Location: Hydraulic Engineering ResearchTitle: Closure to "Inception point relationship for flat-sloped stepped spillways" by Sherry L. Hunt and Kem C. Kadavy) Author
Submitted to: Journal of Hydraulic Engineering
Publication Type: Peer reviewed journal
Publication Acceptance Date: 4/4/2012
Publication Date: 11/1/2012
Citation: Hunt, S.L., Kadavy, K.C. 2012. Closure to "Inception point relationship for flat-sloped stepped spillways" by Sherry L. Hunt and Kem C. Kadavy. Journal of Hydraulic Engineering. 138(11):1004-1005. Interpretive Summary: Earthen dams are aging, and with age, many dams reflect a change in hazard classification resulting in deficient spillway capacity due to urban sprawl. Flow characteristics in stepped spillways applied to earthen dams behave differently depending on the slope of the spillway. An equation for determining the location where the aerated or "white water" flow begins was developed from research conducted at the USDA-ARS Hydraulic Engineering Research Unit. The equation significantly overestimates the location of "white water" for a specific prototype data point, but only slightly overestimates the location for an independently obtained specific prototype data point. The error observed between the two prototype data points may be due to inflow conditions. Using appropriate engineering judgment, this research could assist design engineers with the final design of stepped spillways with slopes greater than 10 degrees.

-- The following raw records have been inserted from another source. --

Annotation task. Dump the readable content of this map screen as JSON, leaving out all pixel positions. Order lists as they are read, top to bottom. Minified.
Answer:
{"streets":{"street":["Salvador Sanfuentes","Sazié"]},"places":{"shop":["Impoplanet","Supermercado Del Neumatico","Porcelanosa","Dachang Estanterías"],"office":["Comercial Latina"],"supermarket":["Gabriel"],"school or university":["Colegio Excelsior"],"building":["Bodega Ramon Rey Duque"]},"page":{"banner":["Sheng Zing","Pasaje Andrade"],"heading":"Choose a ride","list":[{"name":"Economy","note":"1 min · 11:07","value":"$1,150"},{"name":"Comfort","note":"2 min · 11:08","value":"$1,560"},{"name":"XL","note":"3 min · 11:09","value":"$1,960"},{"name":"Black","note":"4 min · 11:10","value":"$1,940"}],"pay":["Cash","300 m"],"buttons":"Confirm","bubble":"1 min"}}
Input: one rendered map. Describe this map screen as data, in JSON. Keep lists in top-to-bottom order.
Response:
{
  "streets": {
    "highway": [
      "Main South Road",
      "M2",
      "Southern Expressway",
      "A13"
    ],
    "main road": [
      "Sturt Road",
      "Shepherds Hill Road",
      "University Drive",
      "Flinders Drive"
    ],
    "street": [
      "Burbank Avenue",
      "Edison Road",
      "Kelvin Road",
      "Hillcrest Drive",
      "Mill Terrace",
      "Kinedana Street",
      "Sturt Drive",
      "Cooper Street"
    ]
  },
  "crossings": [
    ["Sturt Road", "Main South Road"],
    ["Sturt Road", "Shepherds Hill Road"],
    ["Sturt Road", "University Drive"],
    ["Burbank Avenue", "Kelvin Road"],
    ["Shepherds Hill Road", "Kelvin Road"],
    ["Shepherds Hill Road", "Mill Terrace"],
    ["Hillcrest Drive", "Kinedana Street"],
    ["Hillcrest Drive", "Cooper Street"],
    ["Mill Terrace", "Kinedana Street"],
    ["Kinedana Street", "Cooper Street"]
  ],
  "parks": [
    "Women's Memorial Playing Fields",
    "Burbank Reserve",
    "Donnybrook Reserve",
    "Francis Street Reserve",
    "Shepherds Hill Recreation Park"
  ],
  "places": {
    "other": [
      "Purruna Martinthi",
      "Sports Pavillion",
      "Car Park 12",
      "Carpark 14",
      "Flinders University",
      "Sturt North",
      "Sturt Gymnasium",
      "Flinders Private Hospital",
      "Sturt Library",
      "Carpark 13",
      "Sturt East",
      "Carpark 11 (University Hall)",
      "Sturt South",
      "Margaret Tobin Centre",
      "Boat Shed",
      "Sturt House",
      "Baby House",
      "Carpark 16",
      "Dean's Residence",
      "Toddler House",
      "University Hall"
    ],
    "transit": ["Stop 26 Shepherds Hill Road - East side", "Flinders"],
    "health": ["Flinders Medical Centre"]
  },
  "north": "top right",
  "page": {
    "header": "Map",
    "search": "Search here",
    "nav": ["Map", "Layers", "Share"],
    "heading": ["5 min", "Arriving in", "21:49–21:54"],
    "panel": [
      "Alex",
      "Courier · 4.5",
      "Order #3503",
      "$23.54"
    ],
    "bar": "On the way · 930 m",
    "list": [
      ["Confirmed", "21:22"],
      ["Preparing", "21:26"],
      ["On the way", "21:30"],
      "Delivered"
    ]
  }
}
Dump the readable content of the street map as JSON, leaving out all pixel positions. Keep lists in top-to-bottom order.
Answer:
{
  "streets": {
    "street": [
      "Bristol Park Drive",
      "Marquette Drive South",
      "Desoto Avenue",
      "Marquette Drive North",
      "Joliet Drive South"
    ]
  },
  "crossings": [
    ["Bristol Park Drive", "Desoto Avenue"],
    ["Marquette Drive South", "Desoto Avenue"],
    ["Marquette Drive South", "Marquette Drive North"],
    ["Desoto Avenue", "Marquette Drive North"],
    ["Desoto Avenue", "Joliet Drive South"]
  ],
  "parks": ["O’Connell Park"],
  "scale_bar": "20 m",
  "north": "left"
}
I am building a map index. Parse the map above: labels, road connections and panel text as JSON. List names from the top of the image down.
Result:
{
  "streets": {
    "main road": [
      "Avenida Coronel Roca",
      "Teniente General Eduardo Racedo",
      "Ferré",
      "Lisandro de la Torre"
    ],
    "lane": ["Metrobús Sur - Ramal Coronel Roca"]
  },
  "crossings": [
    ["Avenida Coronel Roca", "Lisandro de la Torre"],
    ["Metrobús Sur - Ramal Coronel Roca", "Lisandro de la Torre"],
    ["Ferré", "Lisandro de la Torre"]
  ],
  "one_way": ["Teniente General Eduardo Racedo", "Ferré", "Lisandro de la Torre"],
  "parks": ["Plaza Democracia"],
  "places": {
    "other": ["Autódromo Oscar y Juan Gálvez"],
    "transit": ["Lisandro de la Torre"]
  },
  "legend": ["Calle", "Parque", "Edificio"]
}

Technical Abstract: Stepped spillways applied to embankment dams have become more common for addressing deficiencies in spillway capacity for existing dams. Because flow characteristics behave differently in flat-sloped stepped spillways as compared to steep-sloped stepped spillways, research has increased in this arena. Research at the USDA-ARS Hydraulic Engineering Research Unit resulted in the development of an optimized inception point relationship for flat-sloped stepped spillways with a broad-crested weir crest section. A discusser conveys that a prototype inception point location can be overestimated by a factor of 2 or 3. The authors having conducted recent research under similar parameters (i.e. slope, step height, and unit discharges) found relatively good agreement with the relationship. Differences in the results of the observed prototype data may be affected by differences in inflow conditions. With appropriate engineering judgment, the correlation could be used for final design stages of a stepped spillway with a broad-crested entrance, but because of the potential for air entrapment, it may be suited for stepped spillways with slopes theta > 10 degrees.